Dataset entries:
────────────────────────────────────────

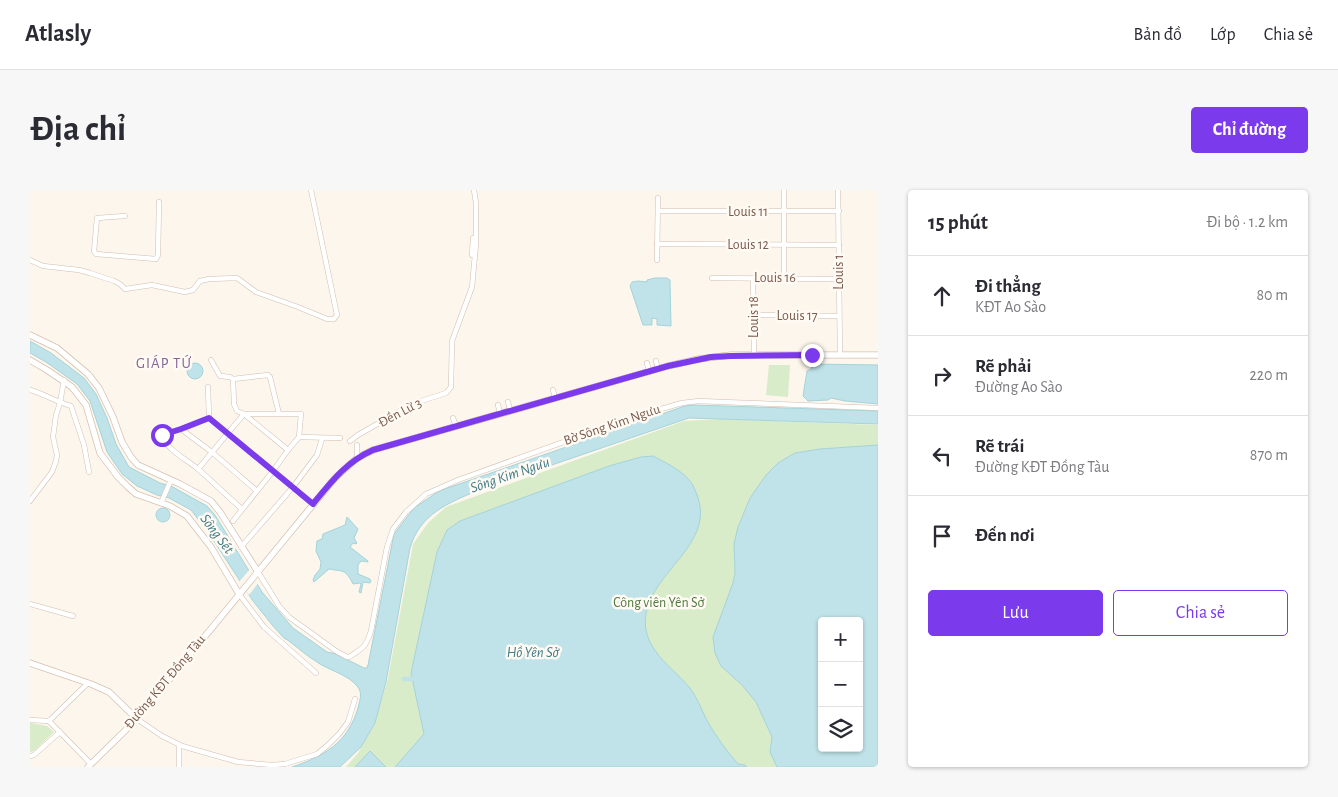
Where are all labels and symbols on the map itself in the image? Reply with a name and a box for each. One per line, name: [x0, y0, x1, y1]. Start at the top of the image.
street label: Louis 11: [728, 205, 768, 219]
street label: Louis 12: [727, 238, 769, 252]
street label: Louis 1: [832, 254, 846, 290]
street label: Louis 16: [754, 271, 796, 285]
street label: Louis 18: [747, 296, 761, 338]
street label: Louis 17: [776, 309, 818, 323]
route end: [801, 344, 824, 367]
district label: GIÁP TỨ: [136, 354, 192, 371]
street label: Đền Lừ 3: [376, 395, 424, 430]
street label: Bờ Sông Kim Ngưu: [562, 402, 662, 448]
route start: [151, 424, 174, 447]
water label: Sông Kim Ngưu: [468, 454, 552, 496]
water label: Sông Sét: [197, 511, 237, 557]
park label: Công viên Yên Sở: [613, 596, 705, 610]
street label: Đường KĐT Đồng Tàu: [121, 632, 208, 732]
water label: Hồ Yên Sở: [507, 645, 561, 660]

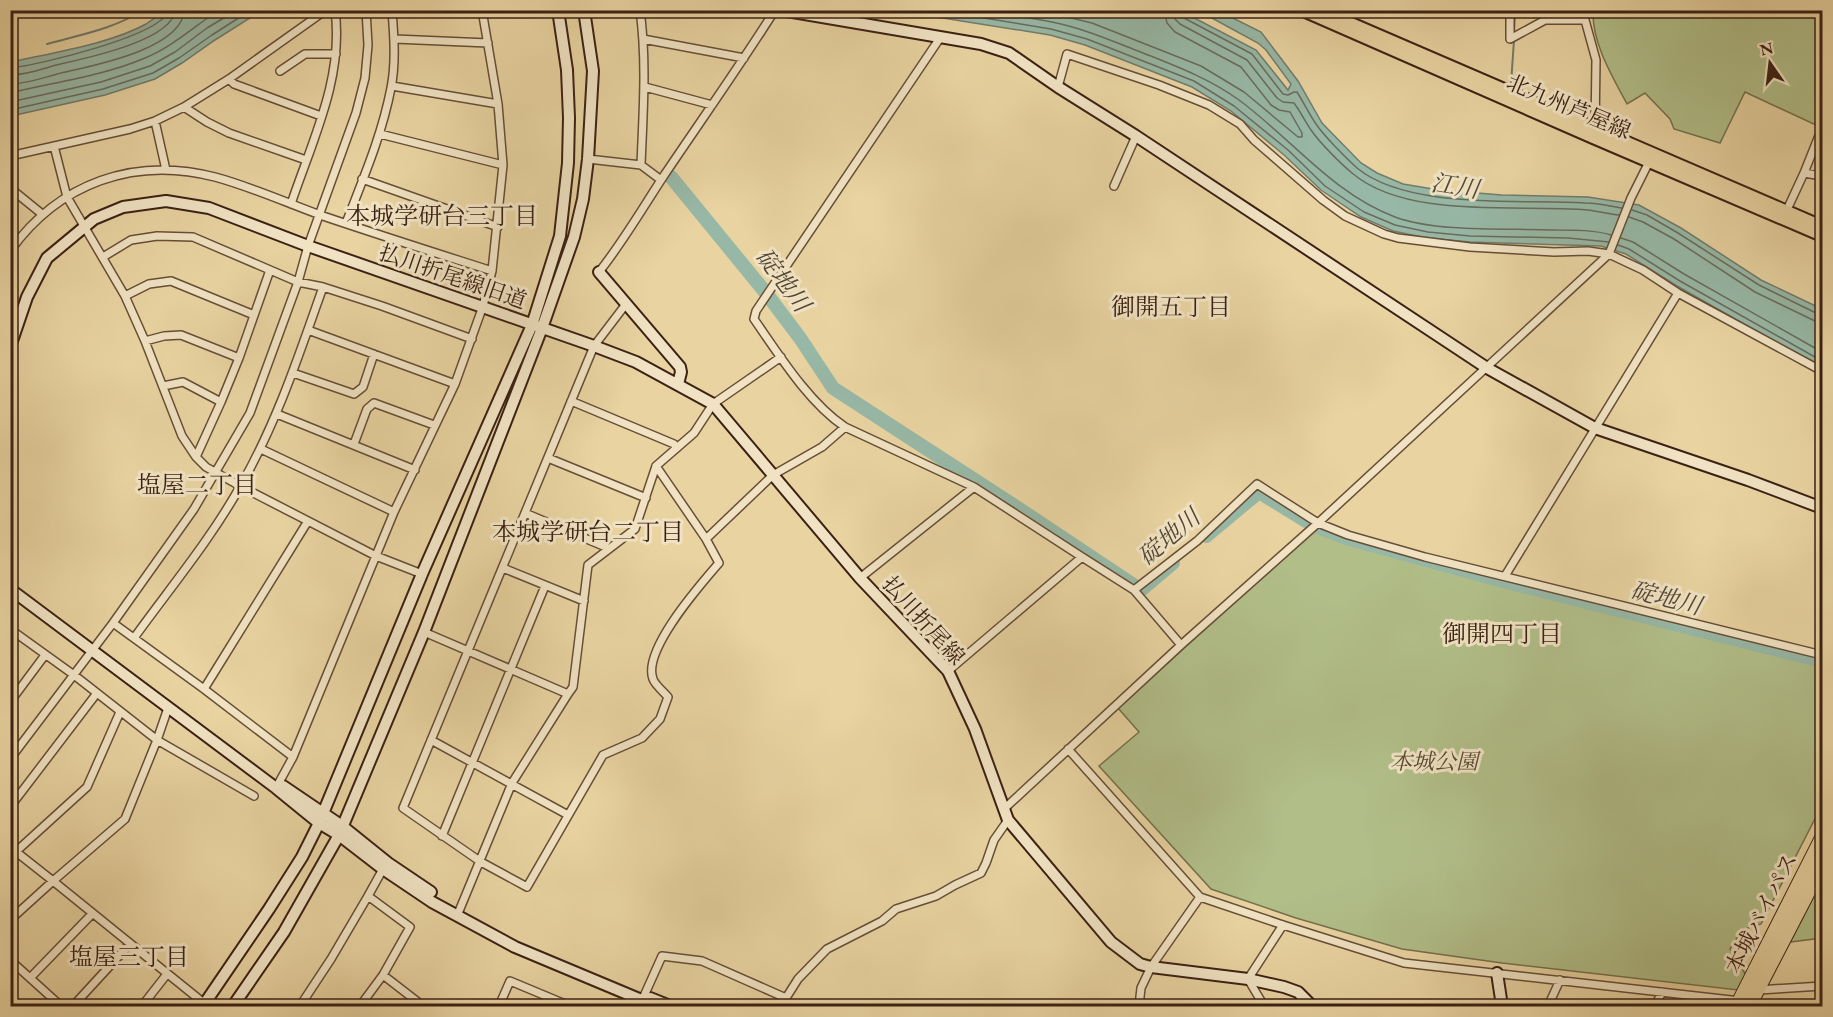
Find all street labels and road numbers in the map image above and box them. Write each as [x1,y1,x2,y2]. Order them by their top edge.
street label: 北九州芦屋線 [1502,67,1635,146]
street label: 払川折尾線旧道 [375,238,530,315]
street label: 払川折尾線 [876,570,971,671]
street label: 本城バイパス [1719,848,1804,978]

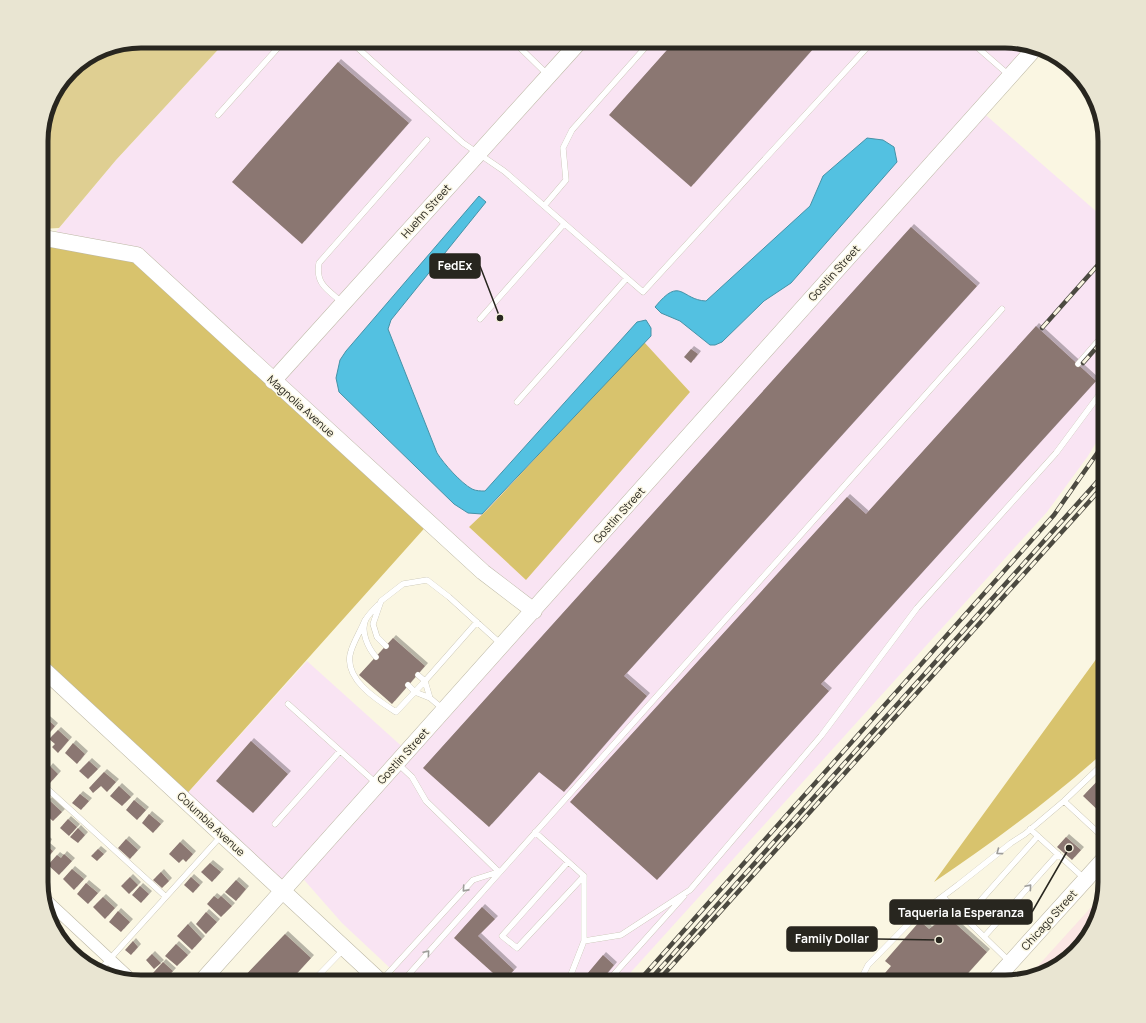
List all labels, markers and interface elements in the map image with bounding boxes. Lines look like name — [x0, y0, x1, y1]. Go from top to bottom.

────────────────────────────────────────

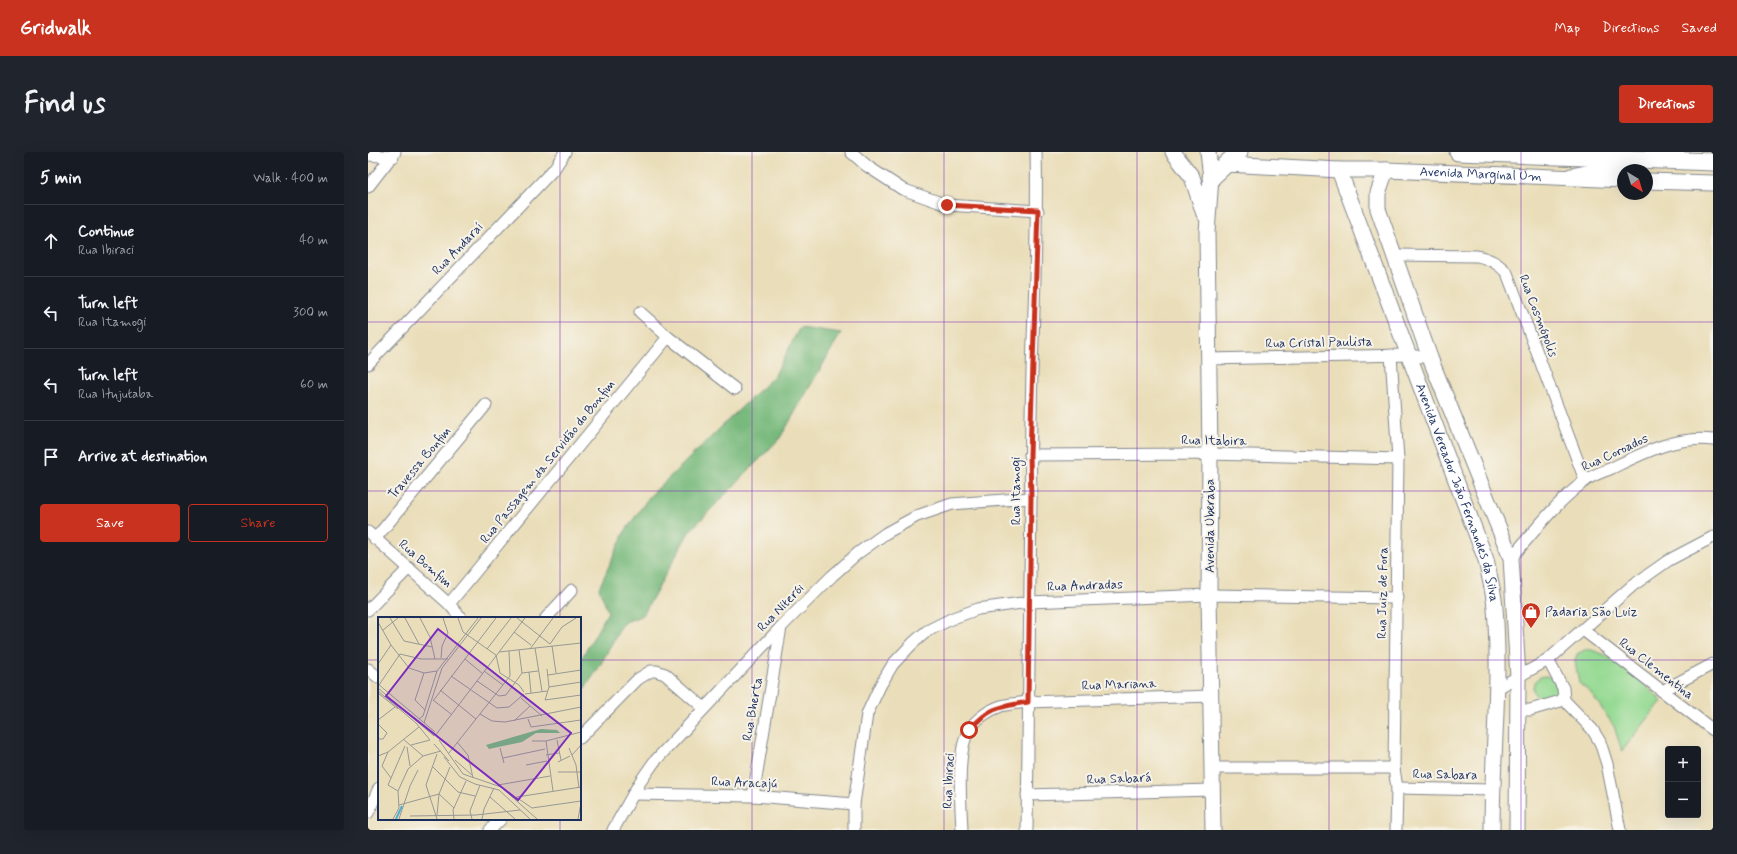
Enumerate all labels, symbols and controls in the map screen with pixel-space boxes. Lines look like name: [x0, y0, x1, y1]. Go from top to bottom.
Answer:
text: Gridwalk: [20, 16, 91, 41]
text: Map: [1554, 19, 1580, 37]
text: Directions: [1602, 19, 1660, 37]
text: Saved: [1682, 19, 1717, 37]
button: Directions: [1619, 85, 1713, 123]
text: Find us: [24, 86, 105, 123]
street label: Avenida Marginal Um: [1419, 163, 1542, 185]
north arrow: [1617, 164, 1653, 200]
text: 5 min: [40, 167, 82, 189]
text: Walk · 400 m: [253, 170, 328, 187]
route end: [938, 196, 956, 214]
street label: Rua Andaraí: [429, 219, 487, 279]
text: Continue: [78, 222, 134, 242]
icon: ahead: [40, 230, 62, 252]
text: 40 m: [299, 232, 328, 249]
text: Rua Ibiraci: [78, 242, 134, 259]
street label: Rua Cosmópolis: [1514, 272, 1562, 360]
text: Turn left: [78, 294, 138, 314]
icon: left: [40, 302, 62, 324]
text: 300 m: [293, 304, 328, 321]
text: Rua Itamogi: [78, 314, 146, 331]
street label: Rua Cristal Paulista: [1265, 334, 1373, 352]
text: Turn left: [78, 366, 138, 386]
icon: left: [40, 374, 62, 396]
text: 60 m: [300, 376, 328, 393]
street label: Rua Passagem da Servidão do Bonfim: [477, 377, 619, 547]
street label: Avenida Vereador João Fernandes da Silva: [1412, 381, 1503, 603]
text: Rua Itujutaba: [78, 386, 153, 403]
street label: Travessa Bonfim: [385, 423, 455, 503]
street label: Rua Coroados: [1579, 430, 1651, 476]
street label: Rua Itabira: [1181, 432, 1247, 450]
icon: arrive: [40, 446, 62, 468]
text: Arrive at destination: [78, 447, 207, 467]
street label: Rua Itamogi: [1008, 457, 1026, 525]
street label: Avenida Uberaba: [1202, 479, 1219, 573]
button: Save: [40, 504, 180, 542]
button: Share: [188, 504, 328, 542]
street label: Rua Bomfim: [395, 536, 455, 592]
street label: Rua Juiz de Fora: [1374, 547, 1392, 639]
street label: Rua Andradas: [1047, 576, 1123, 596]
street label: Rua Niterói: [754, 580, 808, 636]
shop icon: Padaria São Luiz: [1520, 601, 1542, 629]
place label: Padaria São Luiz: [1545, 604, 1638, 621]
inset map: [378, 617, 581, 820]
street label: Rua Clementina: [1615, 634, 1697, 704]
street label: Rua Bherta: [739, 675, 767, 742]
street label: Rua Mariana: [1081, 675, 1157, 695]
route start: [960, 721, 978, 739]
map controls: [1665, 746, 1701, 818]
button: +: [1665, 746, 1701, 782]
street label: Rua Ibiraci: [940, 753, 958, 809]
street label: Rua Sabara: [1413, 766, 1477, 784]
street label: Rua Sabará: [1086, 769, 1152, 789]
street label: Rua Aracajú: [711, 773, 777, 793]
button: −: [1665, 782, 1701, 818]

────────────────────────────────────────

Copy whichever lines of the records above contain the word "boxes".

EXERCISE ANSWER →
List all labels, markers and interface elements in the map image with bounding boxes. Lines look like name — [x0, y0, x1, y1]. Go from top to bottom.
Enumerate all labels, symbols and controls in the map screen with pixel-space boxes. Lines look like name: [x0, y0, x1, y1]. Go from top to bottom.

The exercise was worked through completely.